### Task item
Search the material below for "labels" and copy every line where it occurs.

Data for processing START

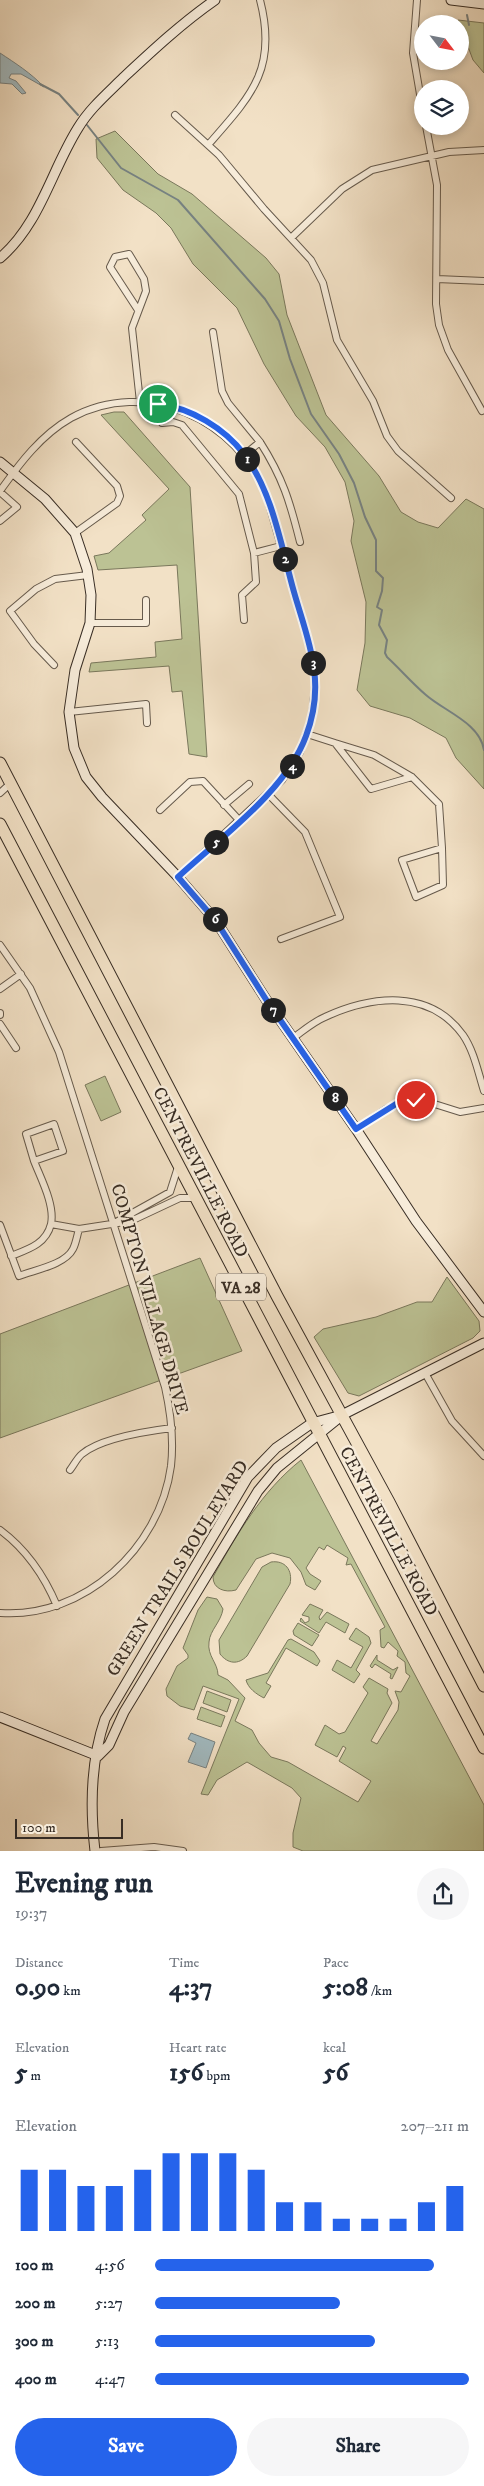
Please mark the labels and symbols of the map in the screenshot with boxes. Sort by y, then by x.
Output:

Data for processing END
Data for processing START

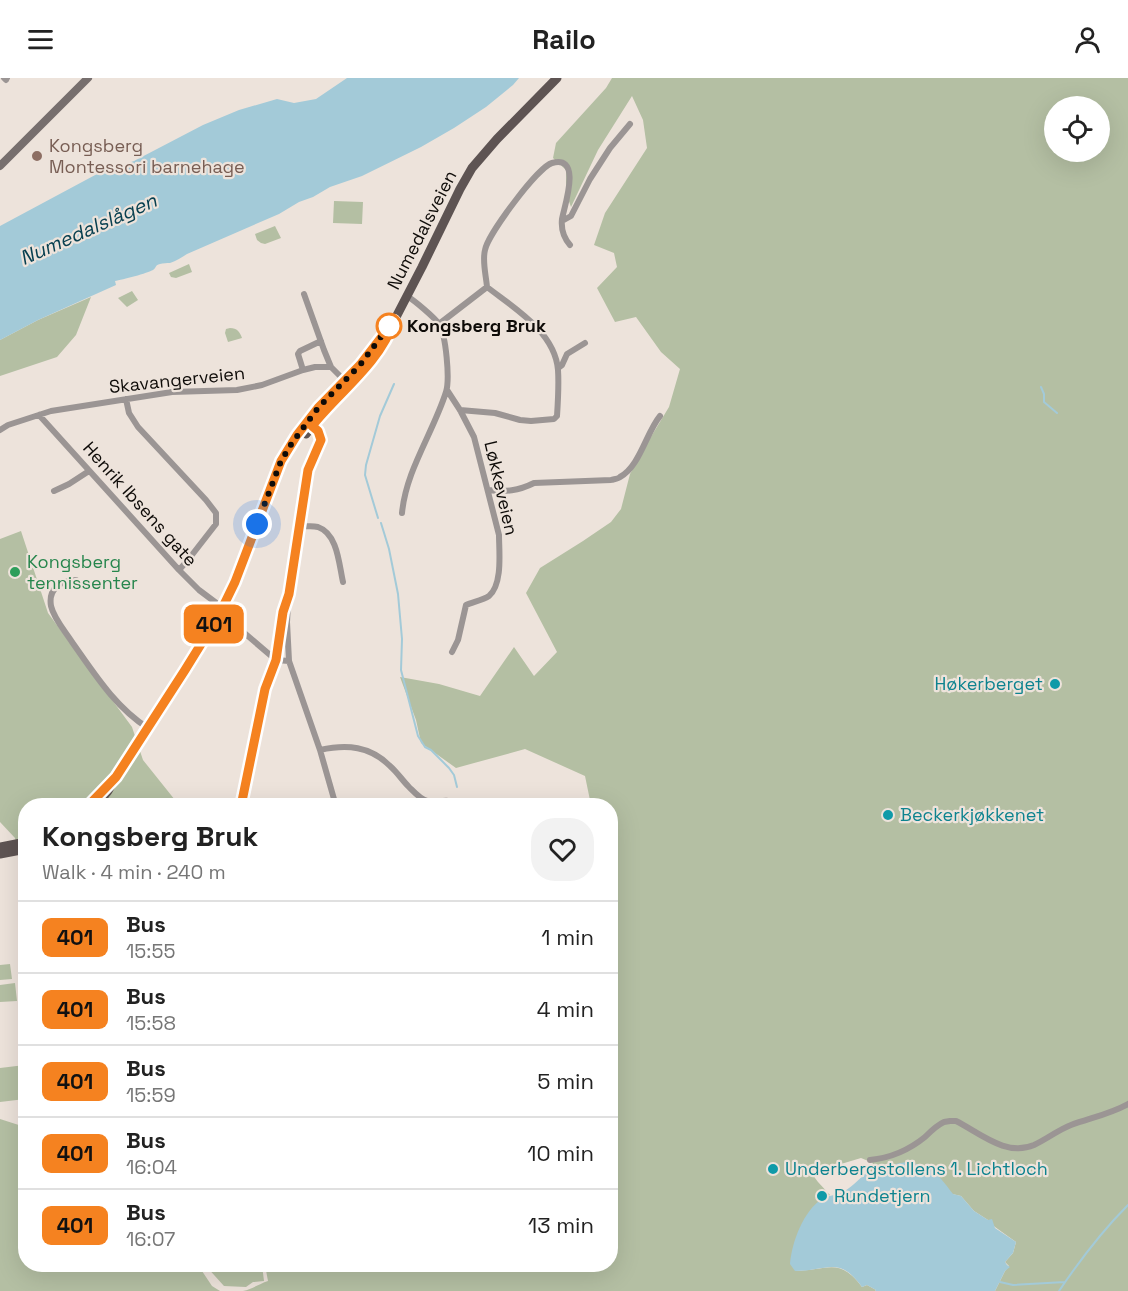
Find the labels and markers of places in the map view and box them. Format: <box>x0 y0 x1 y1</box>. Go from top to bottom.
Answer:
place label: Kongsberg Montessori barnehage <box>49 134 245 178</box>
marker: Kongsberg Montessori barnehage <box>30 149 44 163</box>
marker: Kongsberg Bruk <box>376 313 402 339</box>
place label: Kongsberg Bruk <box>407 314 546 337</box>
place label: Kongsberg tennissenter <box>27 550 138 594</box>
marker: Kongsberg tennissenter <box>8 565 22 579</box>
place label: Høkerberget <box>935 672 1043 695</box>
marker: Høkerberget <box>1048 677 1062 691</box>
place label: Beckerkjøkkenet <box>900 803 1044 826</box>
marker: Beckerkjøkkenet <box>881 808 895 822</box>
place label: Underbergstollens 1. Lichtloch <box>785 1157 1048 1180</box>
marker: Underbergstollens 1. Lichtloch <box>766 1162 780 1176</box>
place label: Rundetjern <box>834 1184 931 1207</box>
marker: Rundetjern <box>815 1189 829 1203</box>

Data for processing END

### Result
Please mark the labels and symbols of the map in the screenshot with boxes. Sort by y, then by x.
Find the labels and markers of places in the map view and box them. Format: <box>x0 y0 x1 y1</box>. Go from top to bottom.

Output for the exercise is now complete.